- [What to do]:
Exactly as shown, give the full listing again.

- [Entries shown]:
-*-

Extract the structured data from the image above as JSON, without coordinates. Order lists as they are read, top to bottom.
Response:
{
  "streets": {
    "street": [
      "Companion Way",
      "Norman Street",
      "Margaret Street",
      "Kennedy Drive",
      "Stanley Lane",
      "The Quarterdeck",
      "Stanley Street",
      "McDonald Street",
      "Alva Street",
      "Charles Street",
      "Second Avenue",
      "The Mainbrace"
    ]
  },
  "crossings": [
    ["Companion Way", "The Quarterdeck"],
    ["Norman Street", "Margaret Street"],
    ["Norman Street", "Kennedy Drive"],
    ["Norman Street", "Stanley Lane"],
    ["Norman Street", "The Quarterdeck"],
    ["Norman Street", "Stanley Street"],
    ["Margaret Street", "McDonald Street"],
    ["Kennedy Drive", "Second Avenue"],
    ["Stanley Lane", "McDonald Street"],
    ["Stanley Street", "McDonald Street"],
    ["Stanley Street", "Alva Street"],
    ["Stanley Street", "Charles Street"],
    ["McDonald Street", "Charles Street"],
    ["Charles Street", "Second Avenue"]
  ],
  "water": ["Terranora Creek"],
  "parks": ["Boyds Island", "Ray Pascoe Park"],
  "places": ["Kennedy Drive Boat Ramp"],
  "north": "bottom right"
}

-*-

- [Output for this task]:
Extract the structured data from the image above as JSON, without coordinates. Order lists as they are read, top to bottom.
Response:
{
  "streets": {
    "street": [
      "Companion Way",
      "Norman Street",
      "Margaret Street",
      "Kennedy Drive",
      "Stanley Lane",
      "The Quarterdeck",
      "Stanley Street",
      "McDonald Street",
      "Alva Street",
      "Charles Street",
      "Second Avenue",
      "The Mainbrace"
    ]
  },
  "crossings": [
    ["Companion Way", "The Quarterdeck"],
    ["Norman Street", "Margaret Street"],
    ["Norman Street", "Kennedy Drive"],
    ["Norman Street", "Stanley Lane"],
    ["Norman Street", "The Quarterdeck"],
    ["Norman Street", "Stanley Street"],
    ["Margaret Street", "McDonald Street"],
    ["Kennedy Drive", "Second Avenue"],
    ["Stanley Lane", "McDonald Street"],
    ["Stanley Street", "McDonald Street"],
    ["Stanley Street", "Alva Street"],
    ["Stanley Street", "Charles Street"],
    ["McDonald Street", "Charles Street"],
    ["Charles Street", "Second Avenue"]
  ],
  "water": ["Terranora Creek"],
  "parks": ["Boyds Island", "Ray Pascoe Park"],
  "places": ["Kennedy Drive Boat Ramp"],
  "north": "bottom right"
}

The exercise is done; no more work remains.